The electricity sector in Cameroon has been undergoing gradual deregulation in the last few years. AES-SONEL, which took over the generation, transmission, and distribution of electricity in the country in 2001, disposes of a total installed capacity of 933 MW (721 MW from hydroelectricity sources and 212 from thermal sources including 24 MW of isolated capacity) [1]. The transportation network has 480 km of 225 kV lines, 337 km of 110 kV lines, and 1064 km of 90 kV lines, with 24 sub-stations.

The need for better utilization of power system facilities has increased significantly in the last decade and will continue, as the electricity market is becoming more complex and competitive. More real-time data from substations and generating plants is required to support SCADA (supervisory control and data acquisition) and EMS (energy management system) in utility control centres. There has been a significant increase in interest in planning, operating, equipment, and maintenance personnel for real-time events and archived data. This wide interest demonstrates the need for the use of real-time state estimators.

The system control centre in Mangombe is responsible for the load dispatch and reliability of the main 225 kV grid. Tanyi and Mbinkar have proposed that four area control centres can be located throughout the regions covering the southern interconnected grid (SIG) to be responsible for the operation and maintenance procedures on the transmission, subtransmission, and distribution networks in their respective areas [2]. There are presently a few telemetry systems, and all generating plants and major substations have separate remote terminal units (RTUs) and/or remote supervisory and telemetry systems reporting to both the system and area control centres.
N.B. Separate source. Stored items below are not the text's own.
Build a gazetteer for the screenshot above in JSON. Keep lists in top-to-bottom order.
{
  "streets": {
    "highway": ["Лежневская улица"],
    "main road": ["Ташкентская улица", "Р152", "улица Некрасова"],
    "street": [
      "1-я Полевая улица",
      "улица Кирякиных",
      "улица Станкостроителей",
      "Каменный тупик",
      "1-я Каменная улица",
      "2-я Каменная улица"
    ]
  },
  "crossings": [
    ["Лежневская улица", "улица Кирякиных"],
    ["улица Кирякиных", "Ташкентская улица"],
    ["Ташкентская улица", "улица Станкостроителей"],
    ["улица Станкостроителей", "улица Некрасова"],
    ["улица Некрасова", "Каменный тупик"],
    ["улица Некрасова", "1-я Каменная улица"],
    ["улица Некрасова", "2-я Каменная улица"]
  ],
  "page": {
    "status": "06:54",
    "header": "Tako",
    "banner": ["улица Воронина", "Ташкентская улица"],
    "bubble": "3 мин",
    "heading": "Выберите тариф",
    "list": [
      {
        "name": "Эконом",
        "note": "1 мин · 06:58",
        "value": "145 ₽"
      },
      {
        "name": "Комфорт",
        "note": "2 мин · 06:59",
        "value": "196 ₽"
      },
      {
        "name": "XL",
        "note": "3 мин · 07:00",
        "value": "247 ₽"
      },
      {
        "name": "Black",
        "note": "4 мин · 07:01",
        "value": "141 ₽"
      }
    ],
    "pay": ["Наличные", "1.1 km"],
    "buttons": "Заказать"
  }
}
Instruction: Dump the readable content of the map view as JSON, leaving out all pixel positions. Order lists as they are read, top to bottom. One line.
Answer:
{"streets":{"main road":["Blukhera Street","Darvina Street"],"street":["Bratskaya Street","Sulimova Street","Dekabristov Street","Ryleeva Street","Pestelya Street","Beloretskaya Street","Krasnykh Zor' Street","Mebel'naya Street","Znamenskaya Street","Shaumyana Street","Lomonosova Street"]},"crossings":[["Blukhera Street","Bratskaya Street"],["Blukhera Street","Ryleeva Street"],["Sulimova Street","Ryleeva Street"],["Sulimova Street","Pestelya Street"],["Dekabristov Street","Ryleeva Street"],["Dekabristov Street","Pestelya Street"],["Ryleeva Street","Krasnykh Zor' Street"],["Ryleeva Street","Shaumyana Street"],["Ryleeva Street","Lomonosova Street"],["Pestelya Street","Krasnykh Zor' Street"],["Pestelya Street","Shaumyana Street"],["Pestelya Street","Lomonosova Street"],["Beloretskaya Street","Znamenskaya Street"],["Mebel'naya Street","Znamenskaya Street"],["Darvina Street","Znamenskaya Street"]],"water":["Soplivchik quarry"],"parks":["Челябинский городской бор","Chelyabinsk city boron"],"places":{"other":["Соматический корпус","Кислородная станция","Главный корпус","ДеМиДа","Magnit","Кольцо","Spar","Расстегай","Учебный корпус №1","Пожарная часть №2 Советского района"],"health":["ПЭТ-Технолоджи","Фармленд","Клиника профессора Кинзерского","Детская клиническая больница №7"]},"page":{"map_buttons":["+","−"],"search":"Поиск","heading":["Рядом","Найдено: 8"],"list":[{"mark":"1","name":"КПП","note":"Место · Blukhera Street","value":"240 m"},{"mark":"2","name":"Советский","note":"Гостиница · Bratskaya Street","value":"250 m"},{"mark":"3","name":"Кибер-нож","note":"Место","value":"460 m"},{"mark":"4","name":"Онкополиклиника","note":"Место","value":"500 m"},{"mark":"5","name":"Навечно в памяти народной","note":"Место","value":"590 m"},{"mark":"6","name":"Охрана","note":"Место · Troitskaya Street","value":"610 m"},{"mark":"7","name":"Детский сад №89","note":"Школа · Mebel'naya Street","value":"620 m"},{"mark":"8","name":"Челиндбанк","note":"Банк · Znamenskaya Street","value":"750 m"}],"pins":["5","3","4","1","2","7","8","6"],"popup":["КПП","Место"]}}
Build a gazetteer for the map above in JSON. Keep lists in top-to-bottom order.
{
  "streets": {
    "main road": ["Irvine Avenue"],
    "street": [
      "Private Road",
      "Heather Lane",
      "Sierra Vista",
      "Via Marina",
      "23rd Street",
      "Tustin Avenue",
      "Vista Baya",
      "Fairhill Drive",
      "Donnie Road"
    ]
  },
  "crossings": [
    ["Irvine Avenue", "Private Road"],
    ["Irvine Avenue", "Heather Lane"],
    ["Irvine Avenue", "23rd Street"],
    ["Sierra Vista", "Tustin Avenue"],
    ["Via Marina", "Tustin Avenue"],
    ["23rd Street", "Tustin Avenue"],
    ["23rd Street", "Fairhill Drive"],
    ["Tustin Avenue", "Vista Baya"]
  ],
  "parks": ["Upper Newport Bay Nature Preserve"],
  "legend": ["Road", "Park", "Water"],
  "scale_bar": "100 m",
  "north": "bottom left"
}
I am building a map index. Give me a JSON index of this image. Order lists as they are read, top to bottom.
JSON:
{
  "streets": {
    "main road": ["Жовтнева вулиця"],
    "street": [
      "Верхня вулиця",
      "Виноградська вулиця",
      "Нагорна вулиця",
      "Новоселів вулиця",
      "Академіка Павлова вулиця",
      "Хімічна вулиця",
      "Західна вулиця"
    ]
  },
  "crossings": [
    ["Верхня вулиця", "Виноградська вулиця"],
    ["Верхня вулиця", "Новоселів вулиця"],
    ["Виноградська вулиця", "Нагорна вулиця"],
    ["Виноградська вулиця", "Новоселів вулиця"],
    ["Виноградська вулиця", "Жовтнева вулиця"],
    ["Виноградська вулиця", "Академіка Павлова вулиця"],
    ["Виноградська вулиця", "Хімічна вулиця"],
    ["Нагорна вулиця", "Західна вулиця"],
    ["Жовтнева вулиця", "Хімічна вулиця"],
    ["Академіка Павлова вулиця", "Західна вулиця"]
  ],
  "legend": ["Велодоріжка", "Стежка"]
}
Almost all the RTUs and older remote supervisory and telemetry systems connect to the control centres over dedicated telecommunication circuits on a one-on-one basis usually over telecommunication media owned by Cameroon Telecommunications (CAMTEL). CAMTEL has an extensive microwave telecommunication network for protective relaying, remote supervisory control, and operational voice requirements. There are also many power line carrier telecommunication links. Both the microwave and the power line carrier equipment are moving towards digital technology with the deregulation process. Some stations are not accessible by the telephone common carrier, and most of these use point-to-multipoint cellular radio communications.

State estimation forms an important part of the modern day control centre and substation automation functions. State estimation calculates the voltage magnitudes and angles at all the buses of the power system. The accuracy of the state estimation output is very crucial, as it forms the basis for the EMS functions like security analysis, voltage stability analysis, optimal load dispatch, and so forth. The power system is not a static system, but it changes with time, though very slowly. This is essentially due to the continuous variation of loads. Once the loads change, the generation has to keep up to those changes, and this triggers a change in the generations. This in turn leads to a change in flows and injections at all the buses of a power system. These dynamic changes in the power system are difficult to be captured by the traditional static state estimation (SSE) in place.

The accuracy of the state estimation depends upon the quality of the communication links and the measurements used for the state estimation. Traditionally, line flows, injections, and voltage measurements were the most commonly used measurements for state estimation. In the 1980s, a new measuring instrument called the phasor measurement unit (PMU) was developed [3]. The specificity of the device is that it can directly measure the voltage phasors and current phasors at a given bus. In other words, it can directly measure voltage magnitude and its angle, which forms the state vector. Hence, if all the buses were to have PMUs installed and their measurements were transmitted to the control centre, we can have a complete real-time measurement of the state vector of the power system, instead of estimation. But due to cost considerations, PMUs cannot be installed at all the locations of a power system. Hence, the state estimators need to process the normal SCADA data along with the PMU data to obtain a good estimate of the states of the power system at a given instance.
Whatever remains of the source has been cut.